I am a runner. If you’re a recreational runner like me, you’ve never won a race, you’ve never been part of the Olympic team, and you’ve never won a medal. If you’re like me, running isn’t about being the best.
These are the things I care about as a runner:
All of these are long-term things. To avoid injury, you need to stay consistent and avoid spikes in mileage over weeks, months, and years. To achieve a bucket list run, you need to build your base mileage slowly over months or years. To be in great shape 20 years from now, you need to stay motivated.
I started by building a SAAS solution to store my runs. In retrospect, I could have used Strava or Garmin Connect as an out-of-the-box solution, but I wanted to own my data, and was wary of the control I would yield by giving it to a 3rd party API.
The initial service was written in Ruby, hosted on Heroku, with data stored in a CouchDB database. It supported multiple users, and persisted run data POSTed to its REST API.
With this basic service in place, I built an iOS app to record runs and submit them to the service. At this point, I had a way to persist run data and was ready to start designing the right solution for my problem.
The 10% rule is a time-established way to ensure that you don’t increase your base mileage too quickly. The traditional way to adhere to this rule is to write out a training plan, and adhere strictly to it. It takes discipline to map out your runs ahead of time to ensure that you follow your training plan precisely.
My first idea was to make this mapping process easier. To do this, I wrote an app telling people exactly where and how far they should run. Each time they went for a run, they would choose a distance, and the app would select an appropriate local route for them.
To do this, I used GIS data from Portland Metro to intelligently map routes, and used turn-by-turn directions to guide people through the route.
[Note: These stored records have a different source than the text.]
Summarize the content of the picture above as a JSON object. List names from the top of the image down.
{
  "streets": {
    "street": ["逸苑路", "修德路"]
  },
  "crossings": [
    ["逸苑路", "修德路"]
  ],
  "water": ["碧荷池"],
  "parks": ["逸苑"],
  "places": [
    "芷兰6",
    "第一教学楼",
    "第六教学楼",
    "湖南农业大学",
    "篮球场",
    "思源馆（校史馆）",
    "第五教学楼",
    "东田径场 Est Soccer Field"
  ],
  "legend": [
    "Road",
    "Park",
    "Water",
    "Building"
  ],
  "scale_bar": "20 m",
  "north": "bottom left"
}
This way, there was no need to train the app on your routes, since all the available routes were known beforehand.
In the screenshot below, black represents running trails, and green represents walking directions to the beginning of each segment. Again, I was able to generate all of this automatically.
There were a number of problems with this approach:
My second idea was to take the 10% rule and apply it to goals. If you know how much you run now, and how much you want to run in the future, it should be possible to automatically generate a running plan to get you there.
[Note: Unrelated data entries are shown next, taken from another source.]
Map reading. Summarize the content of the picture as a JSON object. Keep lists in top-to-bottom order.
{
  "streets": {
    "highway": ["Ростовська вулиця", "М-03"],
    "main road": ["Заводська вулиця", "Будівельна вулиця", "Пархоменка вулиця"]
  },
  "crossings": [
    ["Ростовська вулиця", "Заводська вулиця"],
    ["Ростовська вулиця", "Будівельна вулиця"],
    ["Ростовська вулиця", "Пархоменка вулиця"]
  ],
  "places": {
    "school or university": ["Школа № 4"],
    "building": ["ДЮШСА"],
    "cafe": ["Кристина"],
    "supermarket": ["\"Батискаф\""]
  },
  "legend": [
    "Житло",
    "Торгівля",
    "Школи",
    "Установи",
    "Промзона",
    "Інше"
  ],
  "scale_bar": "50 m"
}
Again, I didn’t want to burden people with needing to create/maintain/adhere to a strict training plan. I used weeks as the unit of progress. Each week, I set a goal of 10% (or less) of the previous week’s mileage, showing past weeks to help people see how good they were doing at being consistent.
To visualize this information, I wrote a new web front-end in Backbone.js, and rewrote the backend in Node.js. This allowed me to share NPM modules between the front- and backend, and made the whole experience work much better.
On the landing page, I let people enter information about their running habits, and see the training it would require to achieve their goal.
Finally, I created a dashboard showing goal and trending information, along with a list of runs and a map showing individual routes. You can change your goal at any time, and the goal algorithm adjusts to help you slowly increase your mileage as needed.
As a final touch, I implemented a WebSockets API, allowing the iOS app and web dashboard can communicate with each other in real-time. If you submit a run from the app, it is immediately displayed in the dashboard and updates the trends/goals.
A screenshot of the iOS app is below. Red indicates total distance spent walking or running. Blue indicates running distance each week. Green indicates average pace each week (lower is better).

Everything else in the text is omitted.